Regionale. E’ uno scenario inquietante quello che emerge dall’inchiesta sul racket alle pizzerie dei Decumani, il cuore di Napoli, dove i titolari della storica pizzeria Di Matteo l’ultimo approccio estorsivo l’hanno subìto lo scorso 5 marzo. Poi le vittime del racket hanno deciso di denunciare dando il via alle indagini culminate con i quattro provvedimenti di fermo notificati sabato scorso dai carabinieri agli eredi del clan Sibillo. Si tratta, infatti, di Vincenzo Sibillo, 56enne padre di Emanuele e Pasquale Sibillo, (il primo ucciso nel 2015, il secondo preso dalla Ps a Terni ed ora in carcere, ndr); di Giosuè Napolitano, 46enne padre di un killer della cosiddetta “paranza dei bambini”, soprannominato “‘o nannone”, del 24enne Giovanni Ingenito, cugino dei Sibillo e del 28enne Giovanni Matteo.

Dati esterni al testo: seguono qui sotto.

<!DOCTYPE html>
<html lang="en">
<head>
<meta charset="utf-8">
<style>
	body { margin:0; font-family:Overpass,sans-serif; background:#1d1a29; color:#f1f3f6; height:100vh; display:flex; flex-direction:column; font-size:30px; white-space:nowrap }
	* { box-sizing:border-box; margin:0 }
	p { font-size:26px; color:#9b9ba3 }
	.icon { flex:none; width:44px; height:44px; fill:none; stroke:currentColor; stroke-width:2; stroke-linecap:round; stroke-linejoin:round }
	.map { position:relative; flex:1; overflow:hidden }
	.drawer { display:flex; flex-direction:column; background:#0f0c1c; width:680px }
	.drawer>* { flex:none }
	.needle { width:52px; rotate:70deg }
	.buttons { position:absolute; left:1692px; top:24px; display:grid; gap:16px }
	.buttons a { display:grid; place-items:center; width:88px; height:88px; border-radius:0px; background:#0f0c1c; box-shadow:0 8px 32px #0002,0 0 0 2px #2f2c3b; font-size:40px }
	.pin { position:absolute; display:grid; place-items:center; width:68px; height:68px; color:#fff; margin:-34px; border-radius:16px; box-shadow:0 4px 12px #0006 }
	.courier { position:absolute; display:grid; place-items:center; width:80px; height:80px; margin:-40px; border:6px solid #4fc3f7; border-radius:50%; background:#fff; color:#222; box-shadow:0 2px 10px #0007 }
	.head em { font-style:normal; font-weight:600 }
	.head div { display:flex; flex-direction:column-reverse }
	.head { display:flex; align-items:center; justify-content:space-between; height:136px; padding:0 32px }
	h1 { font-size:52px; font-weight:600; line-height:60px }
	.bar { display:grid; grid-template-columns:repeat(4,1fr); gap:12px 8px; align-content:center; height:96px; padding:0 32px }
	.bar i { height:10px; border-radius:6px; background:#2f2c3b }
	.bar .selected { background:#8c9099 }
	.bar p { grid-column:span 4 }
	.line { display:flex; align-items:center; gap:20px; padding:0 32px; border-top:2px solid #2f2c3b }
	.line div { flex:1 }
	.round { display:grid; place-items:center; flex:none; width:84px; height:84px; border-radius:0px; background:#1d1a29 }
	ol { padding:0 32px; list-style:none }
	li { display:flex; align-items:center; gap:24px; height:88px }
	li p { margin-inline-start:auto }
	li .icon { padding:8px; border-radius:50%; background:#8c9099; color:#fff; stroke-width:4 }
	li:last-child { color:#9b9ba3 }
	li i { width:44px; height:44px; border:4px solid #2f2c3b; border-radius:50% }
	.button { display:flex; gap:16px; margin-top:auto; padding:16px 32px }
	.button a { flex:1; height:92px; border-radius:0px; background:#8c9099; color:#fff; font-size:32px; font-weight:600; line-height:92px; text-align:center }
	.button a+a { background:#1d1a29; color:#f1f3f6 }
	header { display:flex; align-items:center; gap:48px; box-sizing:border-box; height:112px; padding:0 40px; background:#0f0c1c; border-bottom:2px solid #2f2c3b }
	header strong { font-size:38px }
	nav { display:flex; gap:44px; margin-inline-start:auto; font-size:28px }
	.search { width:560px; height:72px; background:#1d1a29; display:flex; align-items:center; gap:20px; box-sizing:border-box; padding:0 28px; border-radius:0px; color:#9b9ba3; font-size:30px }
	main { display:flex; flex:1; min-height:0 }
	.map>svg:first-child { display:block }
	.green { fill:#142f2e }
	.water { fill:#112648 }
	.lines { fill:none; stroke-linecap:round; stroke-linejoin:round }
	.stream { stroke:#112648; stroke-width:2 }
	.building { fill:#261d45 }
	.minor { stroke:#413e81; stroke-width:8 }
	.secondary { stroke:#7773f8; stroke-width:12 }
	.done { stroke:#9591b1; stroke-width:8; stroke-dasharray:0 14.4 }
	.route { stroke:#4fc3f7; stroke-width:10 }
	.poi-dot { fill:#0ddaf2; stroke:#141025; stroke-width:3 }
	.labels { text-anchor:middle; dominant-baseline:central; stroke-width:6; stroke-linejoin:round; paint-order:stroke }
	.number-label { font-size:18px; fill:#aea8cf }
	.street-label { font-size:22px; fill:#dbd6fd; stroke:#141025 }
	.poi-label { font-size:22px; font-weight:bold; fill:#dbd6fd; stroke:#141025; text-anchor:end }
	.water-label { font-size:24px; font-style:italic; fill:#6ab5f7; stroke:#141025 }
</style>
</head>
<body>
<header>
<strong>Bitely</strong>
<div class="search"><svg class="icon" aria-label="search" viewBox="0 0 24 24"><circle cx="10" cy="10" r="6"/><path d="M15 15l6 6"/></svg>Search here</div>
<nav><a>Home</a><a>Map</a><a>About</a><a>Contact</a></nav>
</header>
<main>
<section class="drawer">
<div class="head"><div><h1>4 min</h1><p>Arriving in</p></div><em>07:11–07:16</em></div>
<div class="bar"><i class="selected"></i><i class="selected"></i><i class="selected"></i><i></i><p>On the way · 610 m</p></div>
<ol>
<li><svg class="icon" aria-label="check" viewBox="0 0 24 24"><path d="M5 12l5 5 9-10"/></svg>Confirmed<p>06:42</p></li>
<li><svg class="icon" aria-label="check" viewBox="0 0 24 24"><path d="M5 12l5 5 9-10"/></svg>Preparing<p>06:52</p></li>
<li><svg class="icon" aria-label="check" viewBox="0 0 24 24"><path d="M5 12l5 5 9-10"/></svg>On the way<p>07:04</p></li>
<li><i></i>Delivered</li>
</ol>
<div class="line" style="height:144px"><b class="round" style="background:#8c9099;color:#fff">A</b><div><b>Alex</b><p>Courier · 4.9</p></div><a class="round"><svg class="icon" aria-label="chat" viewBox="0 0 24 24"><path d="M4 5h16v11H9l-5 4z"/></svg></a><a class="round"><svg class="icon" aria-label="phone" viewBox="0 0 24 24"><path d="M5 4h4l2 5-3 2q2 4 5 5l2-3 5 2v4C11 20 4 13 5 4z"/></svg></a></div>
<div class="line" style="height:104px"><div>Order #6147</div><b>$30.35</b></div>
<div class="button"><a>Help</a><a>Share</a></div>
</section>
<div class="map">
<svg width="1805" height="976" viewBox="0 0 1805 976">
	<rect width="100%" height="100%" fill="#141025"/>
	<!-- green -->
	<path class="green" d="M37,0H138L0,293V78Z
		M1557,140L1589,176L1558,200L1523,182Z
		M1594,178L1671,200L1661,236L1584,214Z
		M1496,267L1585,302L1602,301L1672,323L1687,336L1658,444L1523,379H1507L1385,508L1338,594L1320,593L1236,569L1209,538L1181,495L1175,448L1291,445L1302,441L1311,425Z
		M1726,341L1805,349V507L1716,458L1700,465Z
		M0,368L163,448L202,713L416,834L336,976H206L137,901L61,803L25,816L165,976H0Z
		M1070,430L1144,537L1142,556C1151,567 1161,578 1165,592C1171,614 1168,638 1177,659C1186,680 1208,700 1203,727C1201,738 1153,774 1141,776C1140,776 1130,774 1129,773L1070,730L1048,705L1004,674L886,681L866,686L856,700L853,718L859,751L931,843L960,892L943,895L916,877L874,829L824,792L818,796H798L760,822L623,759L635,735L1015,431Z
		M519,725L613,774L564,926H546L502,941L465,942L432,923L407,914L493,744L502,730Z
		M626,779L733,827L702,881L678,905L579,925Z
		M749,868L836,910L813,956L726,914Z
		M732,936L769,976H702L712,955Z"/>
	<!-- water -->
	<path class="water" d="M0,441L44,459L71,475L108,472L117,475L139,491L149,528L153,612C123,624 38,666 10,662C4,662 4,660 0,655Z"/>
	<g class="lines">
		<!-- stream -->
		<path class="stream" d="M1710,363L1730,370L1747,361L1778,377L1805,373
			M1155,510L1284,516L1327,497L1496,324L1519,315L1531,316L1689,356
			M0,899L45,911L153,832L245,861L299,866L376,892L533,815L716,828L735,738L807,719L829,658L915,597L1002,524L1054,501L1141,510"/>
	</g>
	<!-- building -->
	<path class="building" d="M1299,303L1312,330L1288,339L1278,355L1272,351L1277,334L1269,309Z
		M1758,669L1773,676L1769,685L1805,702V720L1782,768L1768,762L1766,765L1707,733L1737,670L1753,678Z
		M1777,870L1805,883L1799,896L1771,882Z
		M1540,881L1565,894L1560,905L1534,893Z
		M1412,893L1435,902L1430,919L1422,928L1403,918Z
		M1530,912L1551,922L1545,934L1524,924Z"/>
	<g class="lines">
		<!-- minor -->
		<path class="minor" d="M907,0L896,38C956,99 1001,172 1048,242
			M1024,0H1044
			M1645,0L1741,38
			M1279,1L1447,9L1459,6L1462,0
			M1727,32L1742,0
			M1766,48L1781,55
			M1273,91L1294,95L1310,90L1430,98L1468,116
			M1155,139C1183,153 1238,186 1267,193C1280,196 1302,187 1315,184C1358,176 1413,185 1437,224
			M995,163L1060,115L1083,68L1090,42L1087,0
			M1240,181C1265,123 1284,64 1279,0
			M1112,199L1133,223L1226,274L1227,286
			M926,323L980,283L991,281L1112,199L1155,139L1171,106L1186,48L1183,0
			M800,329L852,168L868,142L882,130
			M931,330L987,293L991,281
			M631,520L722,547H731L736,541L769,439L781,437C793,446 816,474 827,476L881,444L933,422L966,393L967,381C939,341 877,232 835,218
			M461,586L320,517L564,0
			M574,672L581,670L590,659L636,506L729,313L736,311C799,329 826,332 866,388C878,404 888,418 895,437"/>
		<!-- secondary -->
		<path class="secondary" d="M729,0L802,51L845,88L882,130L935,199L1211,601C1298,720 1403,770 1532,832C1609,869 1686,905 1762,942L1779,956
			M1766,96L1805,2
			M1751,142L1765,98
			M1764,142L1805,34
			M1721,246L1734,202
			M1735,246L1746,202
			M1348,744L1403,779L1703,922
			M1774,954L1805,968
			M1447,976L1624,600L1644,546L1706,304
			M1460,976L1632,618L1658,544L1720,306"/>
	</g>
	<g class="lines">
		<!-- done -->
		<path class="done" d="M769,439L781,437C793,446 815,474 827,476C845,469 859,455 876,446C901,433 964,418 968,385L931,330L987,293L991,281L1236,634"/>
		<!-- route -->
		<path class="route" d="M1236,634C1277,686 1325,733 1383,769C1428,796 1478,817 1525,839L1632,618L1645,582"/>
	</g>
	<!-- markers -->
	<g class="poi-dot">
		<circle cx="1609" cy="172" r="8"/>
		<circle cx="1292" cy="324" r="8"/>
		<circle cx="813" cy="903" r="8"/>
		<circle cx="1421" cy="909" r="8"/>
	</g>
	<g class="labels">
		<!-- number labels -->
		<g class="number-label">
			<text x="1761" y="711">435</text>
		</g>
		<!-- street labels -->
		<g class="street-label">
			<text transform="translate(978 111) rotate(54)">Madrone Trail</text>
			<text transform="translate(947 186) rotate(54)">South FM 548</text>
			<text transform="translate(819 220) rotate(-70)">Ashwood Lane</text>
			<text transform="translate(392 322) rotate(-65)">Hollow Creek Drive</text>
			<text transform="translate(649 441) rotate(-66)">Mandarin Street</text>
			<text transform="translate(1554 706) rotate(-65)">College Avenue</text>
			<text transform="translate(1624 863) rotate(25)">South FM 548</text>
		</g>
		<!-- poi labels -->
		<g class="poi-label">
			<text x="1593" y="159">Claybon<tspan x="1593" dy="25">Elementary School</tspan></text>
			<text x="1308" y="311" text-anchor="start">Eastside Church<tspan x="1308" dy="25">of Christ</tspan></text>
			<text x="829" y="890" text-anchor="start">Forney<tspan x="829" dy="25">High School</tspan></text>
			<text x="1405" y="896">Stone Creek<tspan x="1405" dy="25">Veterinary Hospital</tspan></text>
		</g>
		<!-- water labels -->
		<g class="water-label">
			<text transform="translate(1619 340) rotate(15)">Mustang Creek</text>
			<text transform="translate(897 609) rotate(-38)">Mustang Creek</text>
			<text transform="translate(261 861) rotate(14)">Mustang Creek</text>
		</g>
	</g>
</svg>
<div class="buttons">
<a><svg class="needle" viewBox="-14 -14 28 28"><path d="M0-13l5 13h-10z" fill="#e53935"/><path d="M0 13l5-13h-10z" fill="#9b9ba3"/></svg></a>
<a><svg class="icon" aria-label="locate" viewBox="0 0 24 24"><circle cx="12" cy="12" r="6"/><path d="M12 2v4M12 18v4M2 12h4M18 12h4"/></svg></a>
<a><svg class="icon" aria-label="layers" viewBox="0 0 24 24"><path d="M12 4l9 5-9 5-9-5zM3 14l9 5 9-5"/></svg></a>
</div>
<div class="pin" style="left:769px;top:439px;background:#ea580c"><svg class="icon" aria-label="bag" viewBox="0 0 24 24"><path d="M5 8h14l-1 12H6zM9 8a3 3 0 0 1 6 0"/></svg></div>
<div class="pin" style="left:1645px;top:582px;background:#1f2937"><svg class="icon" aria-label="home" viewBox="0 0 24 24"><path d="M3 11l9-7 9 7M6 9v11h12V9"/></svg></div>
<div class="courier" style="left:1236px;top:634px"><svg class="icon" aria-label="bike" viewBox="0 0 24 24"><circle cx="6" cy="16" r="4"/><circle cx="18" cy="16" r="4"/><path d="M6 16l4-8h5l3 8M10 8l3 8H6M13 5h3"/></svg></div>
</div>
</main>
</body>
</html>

I due baby boss della “paranza dei bambini”, Emanuele e Pasquale Sibillo, come emerge dalle inchieste della DDA relative alla faida con i Buonerba, preferivano che la zona dei Decumani fosse “racket free”. Gli affari si concentravano sul traffico e lo spaccio di sostanze stupefacenti. Gli unici episodi estorsivi che vedono protagonisti i baby boss Sibillo riguardano la zona della Maddalena, lontano dalla loro roccaforte. Eventi che scatenarono la reazione di un loro storico nemico, il clan Mazzarella. Ma, per varie ragioni, negli ultimi anni il malaffare nei Decumani ha preso una strada diversa.
I quattro “eredi” del clan Sibillo rivolgevano ai gestori della nota pizzeria reiterate richieste estorsive – 100 euro a settimana – che, in occasione delle festività, lievitavano fino a 2500-5000 euro. A loro la DDA contesta l’estorsione aggravata dalle finalità mafiose. Dalle indagini è anche emerso che spesso ordinavano e mangiavano pizze senza pagare il conto. Dalle intercettazioni emerge che gli indagati agivano “impavidamente” forti del loro spessore criminale: “..si sa che pagano tutti”, dice una delle vittime, “… e nessuno parla..si mettono paura. Nessuno parla per paura, e ho paura anch’io”.